START Record extracts

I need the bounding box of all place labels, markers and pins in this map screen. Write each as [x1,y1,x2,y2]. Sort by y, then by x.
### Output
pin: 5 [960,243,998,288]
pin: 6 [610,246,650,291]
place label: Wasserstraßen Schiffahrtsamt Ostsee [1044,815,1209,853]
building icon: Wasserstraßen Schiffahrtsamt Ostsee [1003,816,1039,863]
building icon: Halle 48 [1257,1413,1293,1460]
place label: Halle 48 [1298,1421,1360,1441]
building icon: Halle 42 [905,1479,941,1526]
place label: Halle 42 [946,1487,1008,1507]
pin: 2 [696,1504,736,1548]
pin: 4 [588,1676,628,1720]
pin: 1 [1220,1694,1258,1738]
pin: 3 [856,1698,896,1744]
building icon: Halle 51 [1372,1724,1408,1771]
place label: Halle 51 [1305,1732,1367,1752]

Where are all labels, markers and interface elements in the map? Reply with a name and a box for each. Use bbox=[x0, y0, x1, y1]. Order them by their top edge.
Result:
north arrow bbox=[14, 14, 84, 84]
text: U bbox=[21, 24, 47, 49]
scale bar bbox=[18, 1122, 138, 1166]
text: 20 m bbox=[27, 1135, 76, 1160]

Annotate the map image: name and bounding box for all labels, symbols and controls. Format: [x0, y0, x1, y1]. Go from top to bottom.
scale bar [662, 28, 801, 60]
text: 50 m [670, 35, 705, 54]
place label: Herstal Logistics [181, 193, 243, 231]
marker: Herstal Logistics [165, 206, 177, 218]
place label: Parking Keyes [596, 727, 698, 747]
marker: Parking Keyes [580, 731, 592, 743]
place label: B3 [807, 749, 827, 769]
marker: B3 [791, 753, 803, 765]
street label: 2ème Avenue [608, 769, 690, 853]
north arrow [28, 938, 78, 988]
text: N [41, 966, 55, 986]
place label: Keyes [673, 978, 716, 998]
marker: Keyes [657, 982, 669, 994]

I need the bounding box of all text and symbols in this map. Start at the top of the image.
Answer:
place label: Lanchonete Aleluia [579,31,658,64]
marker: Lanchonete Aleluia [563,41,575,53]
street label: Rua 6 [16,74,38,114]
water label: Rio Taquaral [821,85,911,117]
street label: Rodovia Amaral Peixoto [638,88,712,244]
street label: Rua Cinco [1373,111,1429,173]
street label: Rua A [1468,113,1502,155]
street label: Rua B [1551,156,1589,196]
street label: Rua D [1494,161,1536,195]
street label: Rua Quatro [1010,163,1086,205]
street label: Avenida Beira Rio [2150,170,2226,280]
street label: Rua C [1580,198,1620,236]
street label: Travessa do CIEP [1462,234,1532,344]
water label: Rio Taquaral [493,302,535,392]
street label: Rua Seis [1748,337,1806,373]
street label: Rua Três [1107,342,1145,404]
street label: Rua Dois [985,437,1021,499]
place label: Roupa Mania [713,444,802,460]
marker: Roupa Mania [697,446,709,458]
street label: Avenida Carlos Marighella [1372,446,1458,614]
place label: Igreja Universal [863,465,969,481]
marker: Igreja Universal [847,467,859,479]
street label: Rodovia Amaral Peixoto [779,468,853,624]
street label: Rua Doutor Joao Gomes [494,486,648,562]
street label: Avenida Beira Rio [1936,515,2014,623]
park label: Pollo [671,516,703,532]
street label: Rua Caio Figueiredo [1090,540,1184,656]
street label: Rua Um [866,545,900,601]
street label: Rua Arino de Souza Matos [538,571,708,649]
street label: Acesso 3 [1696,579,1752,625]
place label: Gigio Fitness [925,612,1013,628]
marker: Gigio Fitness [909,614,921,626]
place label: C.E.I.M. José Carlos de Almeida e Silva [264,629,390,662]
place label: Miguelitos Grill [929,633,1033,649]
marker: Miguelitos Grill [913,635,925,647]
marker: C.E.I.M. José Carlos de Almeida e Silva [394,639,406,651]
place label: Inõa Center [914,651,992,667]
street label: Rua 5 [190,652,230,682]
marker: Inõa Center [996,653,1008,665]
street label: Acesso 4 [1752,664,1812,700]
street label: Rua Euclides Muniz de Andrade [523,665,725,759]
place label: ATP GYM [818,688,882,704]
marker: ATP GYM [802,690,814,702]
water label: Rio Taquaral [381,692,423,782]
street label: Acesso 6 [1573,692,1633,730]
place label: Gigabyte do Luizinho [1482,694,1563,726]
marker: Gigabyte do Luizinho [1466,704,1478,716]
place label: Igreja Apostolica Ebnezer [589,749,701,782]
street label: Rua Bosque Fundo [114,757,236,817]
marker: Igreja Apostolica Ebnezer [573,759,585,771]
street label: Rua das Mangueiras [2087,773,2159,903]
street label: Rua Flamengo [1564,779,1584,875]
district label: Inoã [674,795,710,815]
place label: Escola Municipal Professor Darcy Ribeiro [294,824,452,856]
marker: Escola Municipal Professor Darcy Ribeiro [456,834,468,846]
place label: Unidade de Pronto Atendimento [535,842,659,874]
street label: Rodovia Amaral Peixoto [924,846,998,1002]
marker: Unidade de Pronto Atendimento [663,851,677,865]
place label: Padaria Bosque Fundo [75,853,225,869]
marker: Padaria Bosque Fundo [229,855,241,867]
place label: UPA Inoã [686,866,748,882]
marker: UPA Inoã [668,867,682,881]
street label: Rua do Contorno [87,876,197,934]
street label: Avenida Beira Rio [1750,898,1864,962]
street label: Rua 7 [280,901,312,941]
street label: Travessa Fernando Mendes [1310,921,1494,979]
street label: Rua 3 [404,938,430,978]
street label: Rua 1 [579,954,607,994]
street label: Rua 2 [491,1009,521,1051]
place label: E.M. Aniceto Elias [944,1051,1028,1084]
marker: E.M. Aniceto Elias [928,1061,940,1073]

END Record extracts

### Problem statement
Copy out every line of the data where the word "Taquaral" occurs.

### Answer section
water label: Rio Taquaral [821,85,911,117]
water label: Rio Taquaral [493,302,535,392]
water label: Rio Taquaral [381,692,423,782]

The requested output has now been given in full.